Seat Width: This definition is relatively straightforward, seat width is well, the width of the seat. In economy, good seat width is 18-19 inches, although most aircraft have seat width in economy of 17 inches. In Business Class, good seat width is 23-30 inches. In Long Haul First Class, seat width should be anything above 25 inches.
Fully Flat Bed Seat: A seat that can transform from a regular seat into a fully flat bed, horizontal to the bottom of the fuselage of the aircraft. These are usually found on long-haul Business and First classes.
Angle Flat Seat: A seat which lies flat, however, it slants toward the bottom of the airplane at an angle. They are known to be not as comfortable as fully flat seats but are still much better than Economy.
Recliner Seat: A seat which can recline much more than economy, and are much more generous in width and legroom.
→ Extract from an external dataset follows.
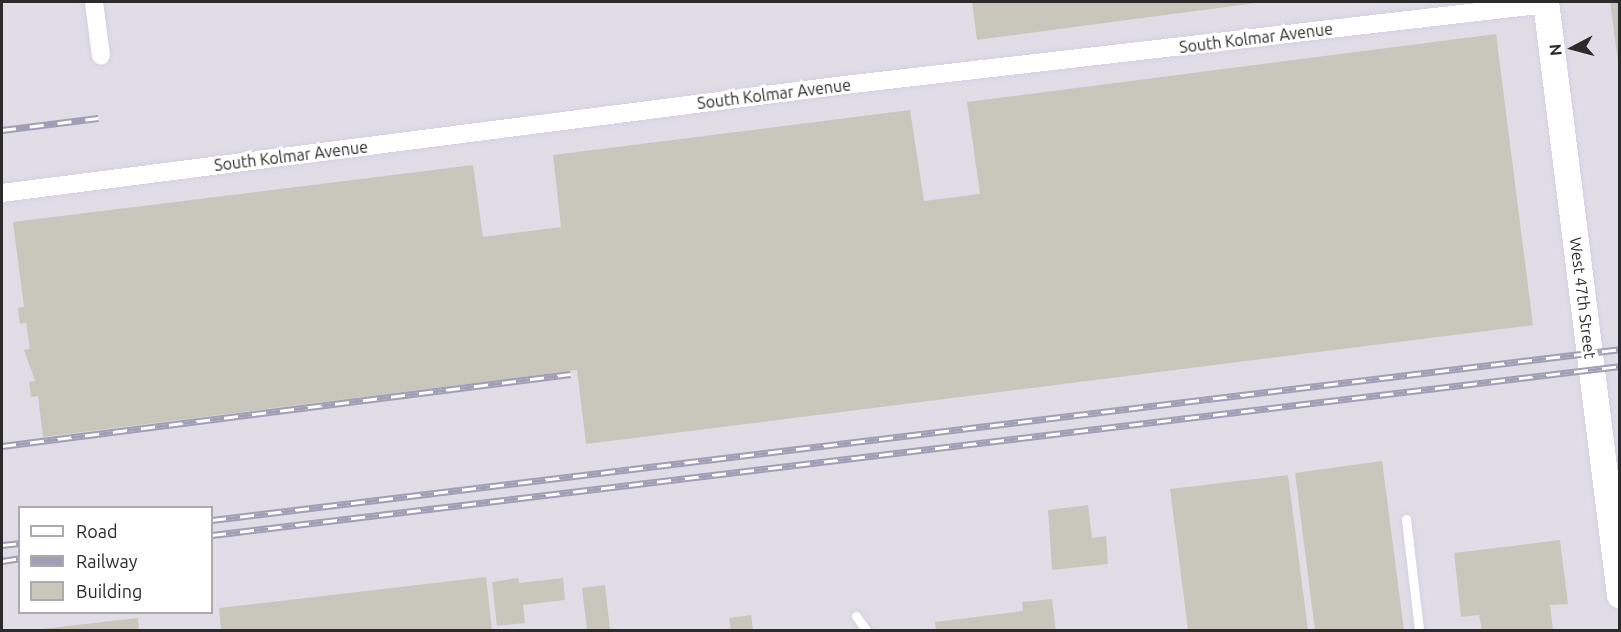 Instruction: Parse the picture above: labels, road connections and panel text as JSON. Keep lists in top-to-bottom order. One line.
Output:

Some of them have leg rests, and some of them don’t (in the United States in First Class).
Extra Leg Room Economy: Same service, food, and seat width as economy, but has more legroom and recline. On United it is called Economy Plus, on American, it is Main Cabin Extra, and on Delta, it is Delta Comfort +.
Personal Device Entertainment: Every airline calls this something else, but for the sake of simplicity, I will call it by United’s name: Personal Device Entertainment. How it works is that a person brings their electronic device (computer, phone, tablet) onto the aircraft, connect to the airplanes’ wifi, download an app (differs for every airline) and stream free (sometimes for purchase) entertainment onto your phone. This form of entertainment is very common on short haul flights.
Seat Back Entertainment: Personal screens which have free or for purchase entertainment on the seat back in front of you.
Main Screen Entertainment: Video screens which come down from the ceiling and play one movie/TV selection for the airplane. These are common outside the US on short haul aircraft. It is better than nothing on short haul, but it is uncommon and not ideal on long haul flights.
Aircraft with 2-5 seats across. They generally have a shorter range than larger aircraft, and therefore fly shorter routes (30 minutes – 3 hours). They generally have between 10 and 110 seats.
Aircraft with one aisle. They can have anything between 5 and 6 seats across to be a mainline narrow-body airplane. These are used mostly on short-medium haul routes (1-6 hours). Smaller narrow-body aircraft such as the 737-800 or A320 have around 110-170 seats while larger narrow-body aircraft such as the 737-900, Airbus A321, or the 757 have around 180-270 seats.
Aircraft that have more than one aisle. These are most often used on medium-long haul flights (5-18 hours). They can have 7-10 seats abreast in Economy Class. Smaller wide-body aircraft such as the Airbus A330-200, Boeing 767, or the Boeing 787-8s can have around 200-240 seats. Medium sized wide-body aircraft such as the Boeing 777, 787-9/10, Airbus A350, or the Airbus A330-300 can have around 260-340 seats. Large wide-body aircraft (also known as “superjumbo”) such as the Boeing 747 or the Airbus A380 can have around 360-520 seats.
I hope that his helped you understand my airline profiles a bit more!